Prokofiev himself made an orchestral suite from elements of his 1940 opera Betrothal in a Monastery (The Duenna, after the play by Sheridan) in 1950: he called it Summer Night. The setting in Madrid provided national colors for Prokofiev, much in the way Glinka’s Summer Night in Madrid revels in exotic harmonies and textures. The opera is a comic love story with a convoluted plot, the genre in which Mozart and Rossini excelled. The stately Serenade easily reminds us of the ballet music for Cinderella. The Minuet reverts to the style of Romeo and Juliet, a swaggering tune in motley colors. The sequence entitled Dreams extends the affect in the form of a barcarolle which could easily have been the slowly swelling movement of a symphony, certainly an extended pas de deux in a ballet.  The final Dance combines lyricism and irony, the inevitable Prokofiev formula. A strutting Allegretto, it basks in gaudy Andalusian colors, Marlene Dietrich mocking hapless Lionel Atwill in The Devil is a Woman.

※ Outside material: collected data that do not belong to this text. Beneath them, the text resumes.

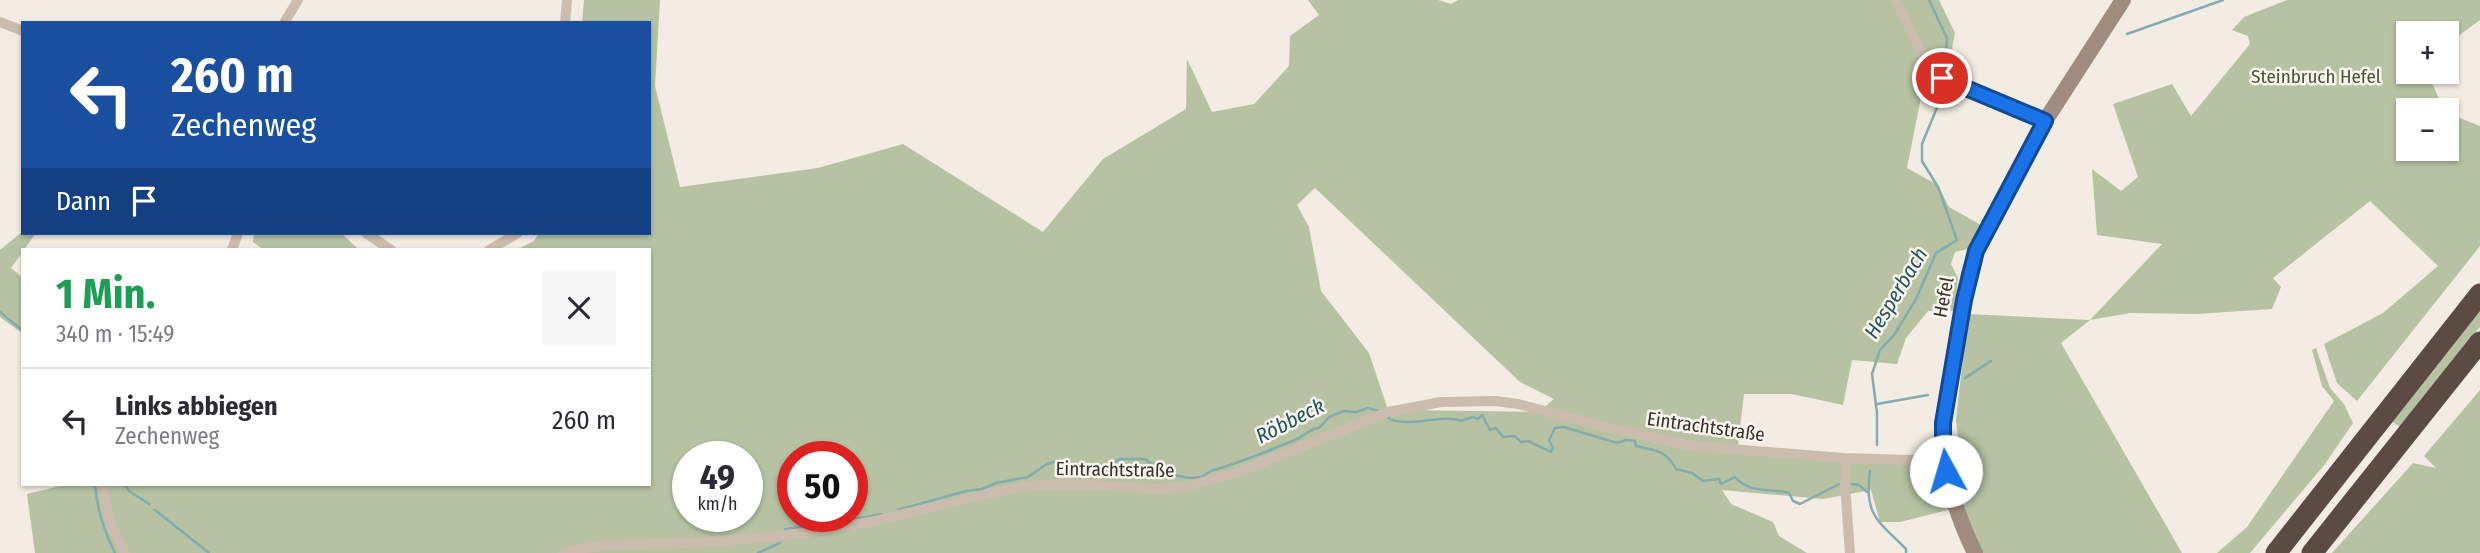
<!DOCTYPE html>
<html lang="de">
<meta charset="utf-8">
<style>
:root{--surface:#fff;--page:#f7f7f7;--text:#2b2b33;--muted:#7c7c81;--line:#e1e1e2}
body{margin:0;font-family:"Fira Sans Condensed",sans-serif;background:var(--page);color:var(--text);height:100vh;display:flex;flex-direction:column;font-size:26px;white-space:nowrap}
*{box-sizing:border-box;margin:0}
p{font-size:23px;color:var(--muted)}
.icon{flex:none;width:38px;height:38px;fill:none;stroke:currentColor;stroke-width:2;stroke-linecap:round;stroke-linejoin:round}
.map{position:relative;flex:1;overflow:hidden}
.drawer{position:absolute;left:21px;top:248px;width:630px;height:238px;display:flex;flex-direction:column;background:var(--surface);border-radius:0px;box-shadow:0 2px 5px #0004}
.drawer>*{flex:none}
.guide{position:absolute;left:21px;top:21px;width:630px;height:214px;border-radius:0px;box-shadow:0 2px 5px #0004;background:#1a4fa0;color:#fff;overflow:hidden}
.tools{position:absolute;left:2396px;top:21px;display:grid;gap:14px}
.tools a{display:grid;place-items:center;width:63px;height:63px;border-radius:0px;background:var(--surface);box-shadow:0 2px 5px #0004;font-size:35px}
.speed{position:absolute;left:672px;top:441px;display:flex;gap:14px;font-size:35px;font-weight:700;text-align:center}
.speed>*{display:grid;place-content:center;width:91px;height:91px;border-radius:50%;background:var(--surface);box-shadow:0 2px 5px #0004;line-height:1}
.speed small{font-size:18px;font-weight:400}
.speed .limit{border:10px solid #d22;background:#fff;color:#111}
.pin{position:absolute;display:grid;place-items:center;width:60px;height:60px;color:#fff;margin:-30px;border:4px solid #fff;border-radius:50%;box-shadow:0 2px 7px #0007}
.me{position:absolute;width:77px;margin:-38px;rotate:354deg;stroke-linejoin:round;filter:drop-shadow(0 0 5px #0008)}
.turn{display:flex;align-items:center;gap:24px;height:147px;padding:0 35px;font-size:32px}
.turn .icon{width:91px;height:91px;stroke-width:2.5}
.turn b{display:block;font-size:49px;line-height:60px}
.then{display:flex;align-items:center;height:66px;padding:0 35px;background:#0003;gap:14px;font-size:26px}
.round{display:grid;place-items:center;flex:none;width:74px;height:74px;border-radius:0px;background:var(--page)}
.summary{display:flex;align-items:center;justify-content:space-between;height:119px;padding:0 35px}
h1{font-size:42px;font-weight:700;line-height:52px;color:#1e9e55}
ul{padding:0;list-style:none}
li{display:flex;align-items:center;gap:21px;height:105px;padding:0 35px;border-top:2px solid var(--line)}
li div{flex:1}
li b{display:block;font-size:26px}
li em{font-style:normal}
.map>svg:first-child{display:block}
.green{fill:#b6c2a2;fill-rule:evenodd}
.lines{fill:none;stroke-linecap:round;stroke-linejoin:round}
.stream{stroke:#81acb0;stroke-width:2.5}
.street{stroke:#cbbcad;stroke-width:10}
.secondary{stroke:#9f8c7f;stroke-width:16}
.highway{stroke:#5b4b43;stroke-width:21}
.route-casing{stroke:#114b97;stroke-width:18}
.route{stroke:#1a73e8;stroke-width:12}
.labels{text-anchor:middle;stroke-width:5;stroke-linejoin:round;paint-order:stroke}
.park-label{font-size:19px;fill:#485830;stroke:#faf5ef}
.street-label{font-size:19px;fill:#3a312c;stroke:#faf5ef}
.water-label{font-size:21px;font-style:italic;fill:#22555b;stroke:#faf5ef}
</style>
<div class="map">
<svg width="2480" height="553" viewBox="0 0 2480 553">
<rect width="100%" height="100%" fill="#f3ece2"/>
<path class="green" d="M584,0H660L655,86L680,187L818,168L903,144L1043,232L1103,159L1186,109L1187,59L1212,112L1254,104L1289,66L1290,36L1319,15L1308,0H1438L1451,4L1458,0H1939L1955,33L1949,63L1928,62L1907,168L1938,185L1949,207L1981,225L1967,249L1955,252L1951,264L1958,278L1955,311H1928L1906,338L1897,364L1852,360L1843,405L1792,394H1744L1737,454L1880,460L1960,458L1956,419L1968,314L2090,320L2162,244L2097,235L2092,169L2121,191L2138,177L2113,104L2172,84L2191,116L2250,44L2248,36L2232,30L2244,17L2287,0H2480V20L2447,44L2446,33H2408V72H2427L2444,110H2408V149H2446L2447,113L2480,126V246L2357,401L2337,383L2324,344L2383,313L2438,266L2370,201L2273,278L2281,287L2272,309L2197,314L2130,313L2090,320L2061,343L2182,553H1975L1956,508L1900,522H1880L1871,490L1823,499L1722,490L1731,504L1773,522L1779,536L1807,553H35L27,494L64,485H649V250H516L534,241L539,233H649V23H582ZM1315,188L1520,382L1554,399L1539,412L1409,410L1390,416L1369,353L1321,291L1309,227L1297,205ZM688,457H747V516H688ZM793,457H852V516H793Z
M23,231V233H36L11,268L23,278V334L0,317V250Z
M254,233H341L359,250H264L253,242Z
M2480,309V327L2400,427L2391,421Z
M2316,348L2330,388L2344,404L2353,423L2325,464L2250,553H2217L2247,527L2334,401L2322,386L2312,350Z
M2480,390V553H2332L2413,463L2436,468L2424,456Z"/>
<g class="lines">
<path class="stream" d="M1929,0L1947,38L1945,72
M2127,34L2223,0
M0,312L23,331
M1965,378L1991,361
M1877,404L1928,395
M1387,417C1404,430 1441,413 1461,421L1473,417L1478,419L1482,415L1490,430L1496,428L1503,437L1515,436L1521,442L1528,441L1551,452L1553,448L1549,440L1555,428L1564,427L1617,443L1626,440L1635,441L1636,446C1656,451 1665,449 1676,469L1692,473L1703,481L1719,479L1721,484L1735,477C1750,494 1771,488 1789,493L1793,501L1800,504L1839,484
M1877,445V413L1872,374L1880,350L1894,335L1916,299L1936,253L1957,240L1938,187L1922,161V144L1943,93
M1870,471C1864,515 1877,520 1906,549V553
M1852,484L1859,485L1867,492
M95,485C97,509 104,531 115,553
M125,485L129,491L149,504
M155,510L209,553
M898,510L966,491L982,489L996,483L1028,477L1047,464L1058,461L1063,470L1091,473L1121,459H1145C1156,469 1183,481 1200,477C1205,476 1209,471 1214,470C1242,462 1268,451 1295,440C1304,436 1309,429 1319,428L1329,417L1344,411L1356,412L1368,408L1379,411
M850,520L882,514
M785,529L827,524
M758,553L780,543"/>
<path class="street" d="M1896,0L1931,73L2045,121
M0,22L23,31
M284,23L298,0
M565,23L567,0
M366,233L391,250
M232,250L238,233
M489,250L518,233
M1847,459L1845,485L1850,553
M103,485C104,510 113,532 125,553
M564,553L603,545L693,543L782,536L870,522L1013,488L1043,485L1073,484L1157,489L1185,487L1241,471L1388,412L1441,402L1496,401L1518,404L1622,431L1693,446L1843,458L1944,461"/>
<path class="secondary" d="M1975,553C1955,512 1941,469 1943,423L1960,319L1969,274L1976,251L2045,121L2123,0"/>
<path class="highway" d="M2276,553L2480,294
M2312,553L2480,342"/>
</g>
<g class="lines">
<g class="route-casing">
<path id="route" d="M1942,78L2045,121L1976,251L1964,300L1943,423V441L1946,471"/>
</g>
<use href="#route" class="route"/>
</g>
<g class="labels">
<g class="park-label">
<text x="2316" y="83">Steinbruch Hefel</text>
</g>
<g class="street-label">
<text transform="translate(1943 297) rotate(-79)" y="7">Hefel</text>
<text transform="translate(1706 426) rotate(8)" y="7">Eintrachtstraße</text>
<text transform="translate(1115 469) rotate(1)" y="7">Eintrachtstraße</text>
</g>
<g class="water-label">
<text transform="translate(1896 293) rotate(-59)" y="7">Hesperbach</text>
<text transform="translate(1290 421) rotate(-27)" y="7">Röbbeck</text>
</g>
</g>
</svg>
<div class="tools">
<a>+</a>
<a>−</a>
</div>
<div class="speed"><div>49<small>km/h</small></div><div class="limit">50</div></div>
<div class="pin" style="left:1942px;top:78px;background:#d93025"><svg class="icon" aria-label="arrive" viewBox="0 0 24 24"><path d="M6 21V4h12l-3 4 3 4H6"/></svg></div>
<svg class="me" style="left:1946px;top:471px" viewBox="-20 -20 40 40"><circle r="19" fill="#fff"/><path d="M0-13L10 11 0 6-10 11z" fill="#1a73e8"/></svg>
<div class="guide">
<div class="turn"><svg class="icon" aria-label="left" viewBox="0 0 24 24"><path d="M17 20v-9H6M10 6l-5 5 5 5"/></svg><div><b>260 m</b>Zechenweg</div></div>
<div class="then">Dann<svg class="icon" aria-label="arrive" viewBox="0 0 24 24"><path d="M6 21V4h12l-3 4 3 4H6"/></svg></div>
</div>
<section class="drawer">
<div class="summary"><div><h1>1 Min.</h1><p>340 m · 15:49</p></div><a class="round"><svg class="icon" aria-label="close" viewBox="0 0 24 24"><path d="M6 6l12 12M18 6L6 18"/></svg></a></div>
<ul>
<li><svg class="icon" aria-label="left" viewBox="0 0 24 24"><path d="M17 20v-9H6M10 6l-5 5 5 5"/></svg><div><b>Links abbiegen</b><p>Zechenweg</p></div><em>260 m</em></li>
</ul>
</section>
</div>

The 1936 Russian Overture, premiered by Eugene Szenkar in Moscow,  proves a brilliant tour-de-force for small orchestra, a display piece that rivals Stravinsky’s Petrushka for orchestral audacities. Alternating huge blocks of discordant sound with singing, balalaika and hymnal textures, the piece indulges any number of metric irregularities and polyphonic combinations that both tease and beguile us. Jarvi meets the vigor of the writing with a verve that acknowledges the virtuoso caliber of the Philharmonia Orchestra. The Prokofiev hard lines and steely vivacity meet a national folk idiom head-on, resulting in iconoclastic magic.